Green Matter: Plastics drive automotive weight loss

At the annual international VDI “Plastics in Automotive Engineering” conference held in Mannheim, Germany this week, it was very clear that the role played by plastics in this industry has not only undergone a fundamental change over the past several years, but that it will continue to gain significance in the years to come. 

The theme generating the most discussion was that of weight; or rather, how to get rid of it. A huge amount of carmakers’ time, money and effort goes into figuring out how to do so safely, and in a way that will not affect performance, function and enjoyment of the driving experience.

 You might say that in cars, less is more: less weight means a lower fuel consumption and better longitudinal dynamics, lighter wheels mean better acceleration due to the reduction of rotational mass, easier braking and cornering capabilities. Less weight means a smaller engine and lower CO2 emission levels—not unimportant, as EU legislation requires that by 2015, CO2 emissions from all new cars registered in the EU should not exceed 130g/km. The target will be gradually phased in: in 2012 65% of each manufacturer's newly registered cars must comply, rising to 75% in 2013, 80% in 2014 and 100% by 2015. Manufacturers whose fleet average exceeds the limit from 2012 will have to pay a penalty for each car registered. 

Low weight is, moreover, essential in electric vehicles, now and in the future, to maximize the range and speed achieved on a single battery charge.

Across the board, carmakers agree that plastics—in the interior, the exterior, under the hood, or used in lightweight structural components—were the key to building the cleaner, leaner cars of the future. Manufacturers of plastics materials could not agree more. 

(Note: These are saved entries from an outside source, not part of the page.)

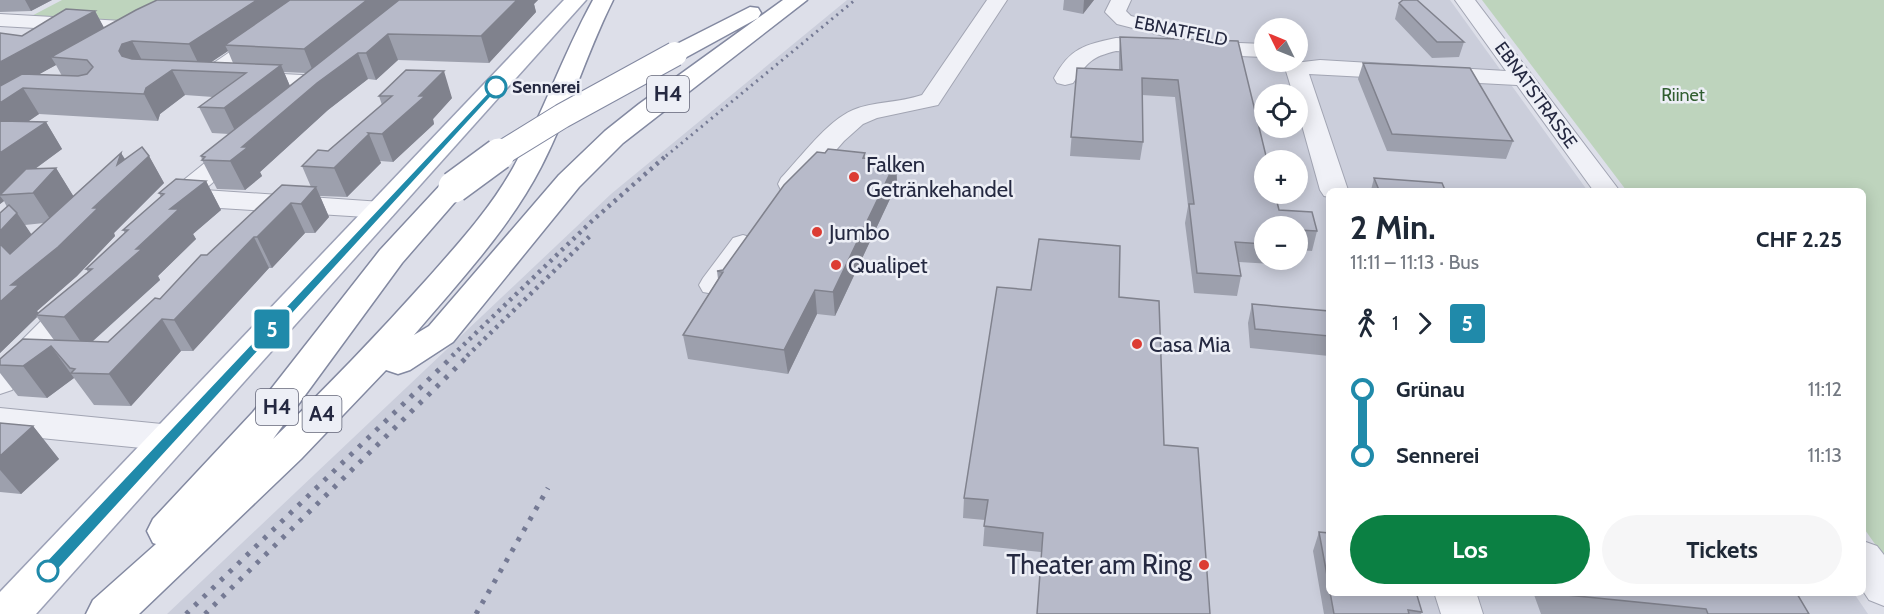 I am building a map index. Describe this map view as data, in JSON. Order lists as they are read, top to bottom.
{
  "streets": {
    "main road": ["H4", "A4"],
    "street": ["EBNATFELD", "EBNATSTRASSE"]
  },
  "crossings": [
    ["H4", "A4"]
  ],
  "parks": ["Riinet"],
  "places": [
    "Sennerei",
    "Falken Getränkehandel",
    "Jumbo",
    "Qualipet",
    "Casa Mia",
    "Theater am Ring"
  ],
  "lines": ["bus line 5"],
  "north": "top left",
  "page": {
    "on_map": "5",
    "map_buttons": ["+", "−"],
    "heading": ["2 Min.", "11:11 – 11:13 · Bus", "CHF 2.25"],
    "legs": ["1", "5"],
    "list": [
      {
        "name": "Grünau",
        "value": "11:12"
      },
      {
        "name": "Sennerei",
        "value": "11:13"
      }
    ],
    "buttons": ["Los", "Tickets"]
  }
}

BASF Sr. VP Engineering Plastics Europe, Dr. Willy Hoven-Nievelstein, argued that materials producers played a guiding role in the growing use of plastics in the auto industry.  “We offer solutions,” he said. “We need to, as otherwise, carmakers would never stop thinking in metal.”

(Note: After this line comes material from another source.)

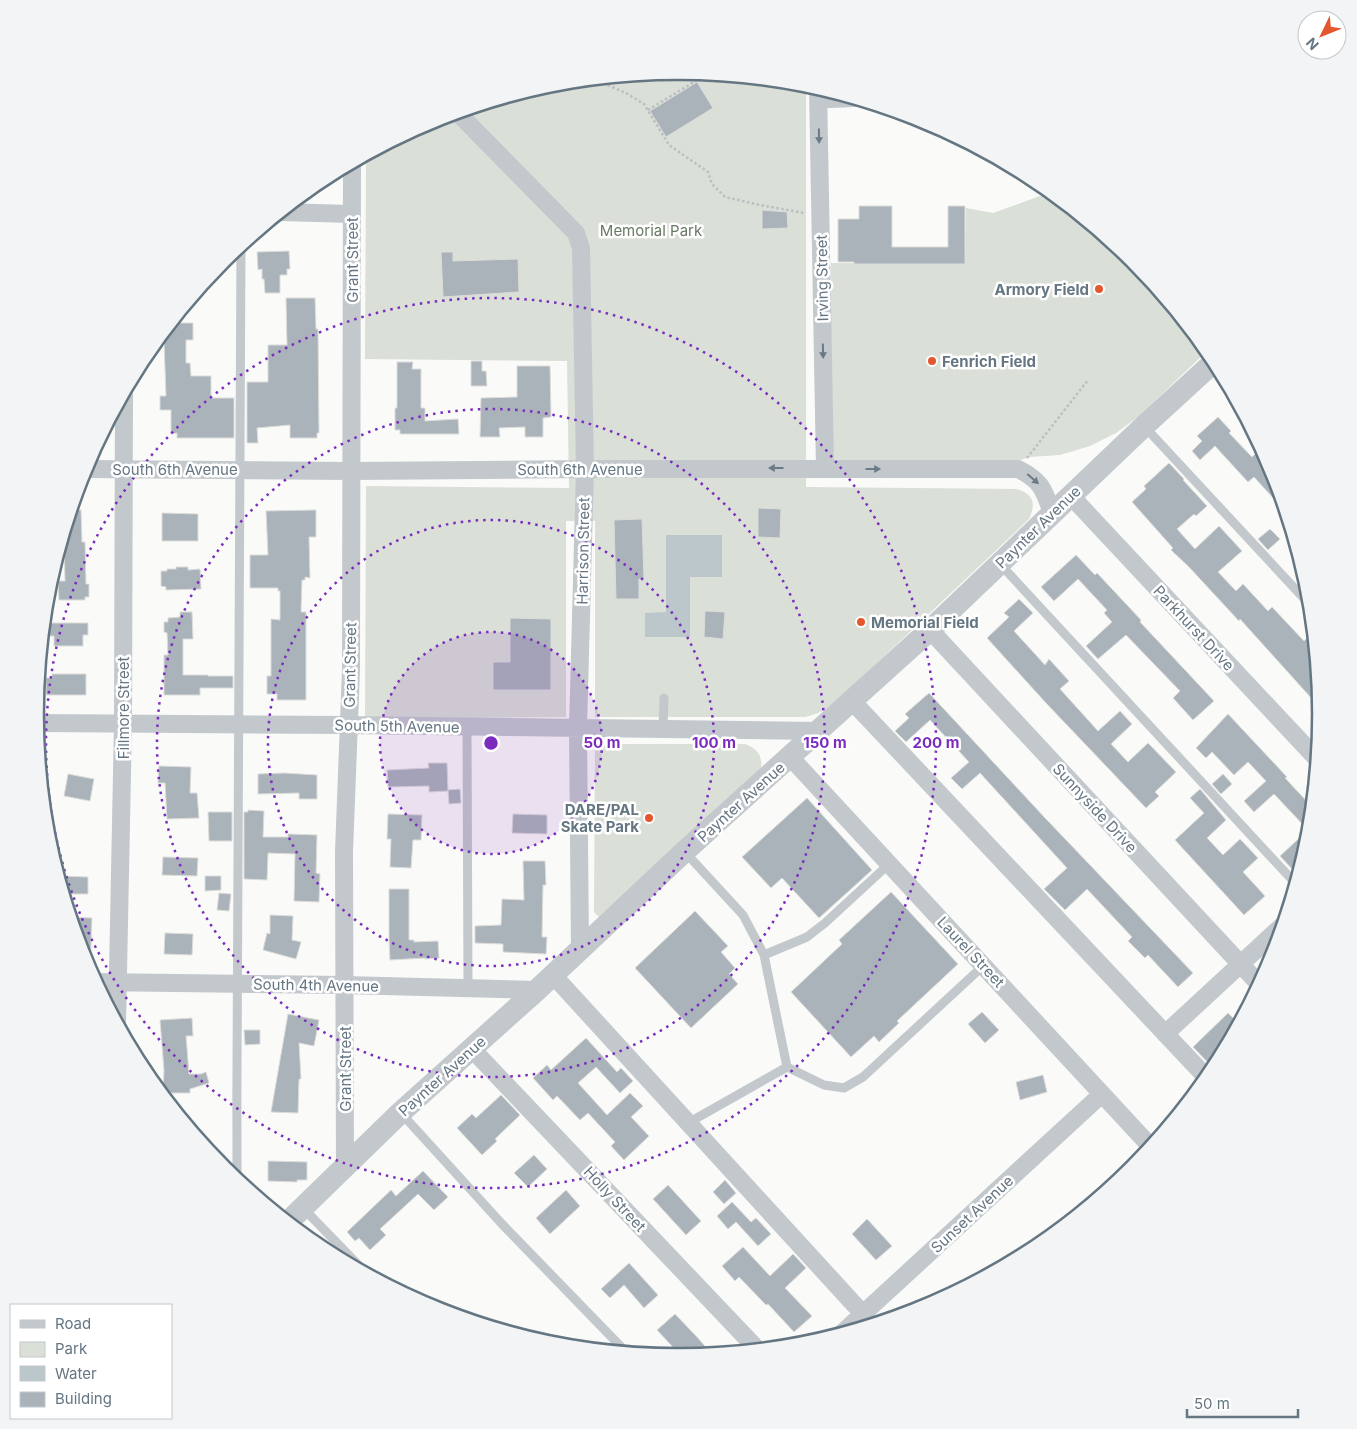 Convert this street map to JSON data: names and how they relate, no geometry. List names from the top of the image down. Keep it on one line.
{"streets":{"street":["Grant Street","Irving Street","South 6th Avenue","Paynter Avenue","Harrison Street","Parkhurst Drive","Fillmore Street","South 5th Avenue","Sunnyside Drive","Laurel Street","South 4th Avenue","Holly Street","Sunset Avenue"]},"crossings":[["Grant Street","South 6th Avenue"],["Grant Street","Paynter Avenue"],["Grant Street","South 5th Avenue"],["Grant Street","South 4th Avenue"],["Irving Street","South 6th Avenue"],["South 6th Avenue","Harrison Street"],["South 6th Avenue","Fillmore Street"],["Paynter Avenue","Harrison Street"],["Paynter Avenue","Parkhurst Drive"],["Paynter Avenue","South 5th Avenue"],["Paynter Avenue","Sunnyside Drive"],["Paynter Avenue","Laurel Street"],["Paynter Avenue","South 4th Avenue"],["Paynter Avenue","Holly Street"],["Harrison Street","South 5th Avenue"],["Fillmore Street","South 5th Avenue"],["Fillmore Street","South 4th Avenue"],["Laurel Street","Sunset Avenue"]],"one_way":["Irving Street"],"parks":["Memorial Park"],"places":["Armory Field","Fenrich Field","Memorial Field","DARE/PAL Skate Park"],"legend":["Road","Park","Water","Building"],"scale_bar":"50 m","north":"bottom left","rings":["50 m","100 m","150 m","200 m"]}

BASF sees multi-material systems—composites—as the way forward. At the VDI conference, the company was showing off the seat pan developed for the new Opel Astra OPC, which for the first time was produced from a thermoplastic laminate with continuous (glass) fiber reinforcement (organo sheet), using two different grades of Ultramid. The seat pan is 45% lighter than its predecessor. End-of-life issues surrounding the use of glass-fiber reinforced materials are not seen as a problem by the company, who feels that the benefits of using multi-material systems far outweigh any recycling concerns, and strongly advocates the use of thermal recycling.

Lenzing, an Austrian-based manufacturer of manmade cellulosic fibers is also betting on composites. Offering consistent mechanical properties, Tencel FCP fibers are made from dissolved cellulose pulp, and are a mere 10 microns in diameter. Special milling and surface treatment allow a far more even dispersion of these than is normally achieved with natural-fiber reinforcements, and make processing on large machines possible. Tencel-reinforced PP offers properties—higher tensile strength, good impact-energy absorption—that look extremely promising for automotive applications. At Volkswagen, for example, the potential of natural fibers is recognized but because of the often very narrow processing window and less than stable quality, other fillers are more frequently chosen. This remains an area for opportunity for manufacturers of natural-fiber composite materials.

Even Audi Technology Networking’s Heinrich Timm, designer of the famed aluminum “space frame,” which, in its time, yielded a 40% weight reduction compared to the steel used until then, sees the potential offered by fiber-reinforced plastics for lightweight construction that is also economically feasible. Composites can provide integrated solutions, precisely tailored to the function of the component. He is especially enthusiastic about carbon-reinforced polymer materials, which he called a “valuable addition to the portfolio of lightweight materials.” Development of a technology enabling the economic manufacture of parts in CRP in large series, i.e. much shorter cycle times and a 90% reduction in processing costs compared to 2010 levels is, however, a prerequisite.

Besides composites, foams and polycarbonate were also named as major weight-savers. Calling it a “transparent breakthrough”, Gerard Liraut of Renault explained that polycarbonate offers a lower mass density than glass, less complexity and reduced costs due to part integration, better insulation properties in sun roofs, thereby helping to avoid the “sizzling head effect,” truly spectacular design freedom, scratch resistance and a better LCA than glass (21% reduction in CO2; 23% reduction in energy). According to Sabic, who has worked closely with Renault to advance this technology, the material can be employed, "wherever you need performance.”  

I came away from the VDI conference feeling that the heroic efforts of the automobile industry in this area, whether made under pressure of customer demand or legislation, are wholly to be applauded. One thought, however, continued to niggle at my mind: what about the drivers? In view of today’s escalating global epidemic of obesity, might the increasing number of excessively heavy humans in cars not work to cancel out the positive effects of the efforts of the car industry?

Unfortunately, that’s not a problem plastics can fix.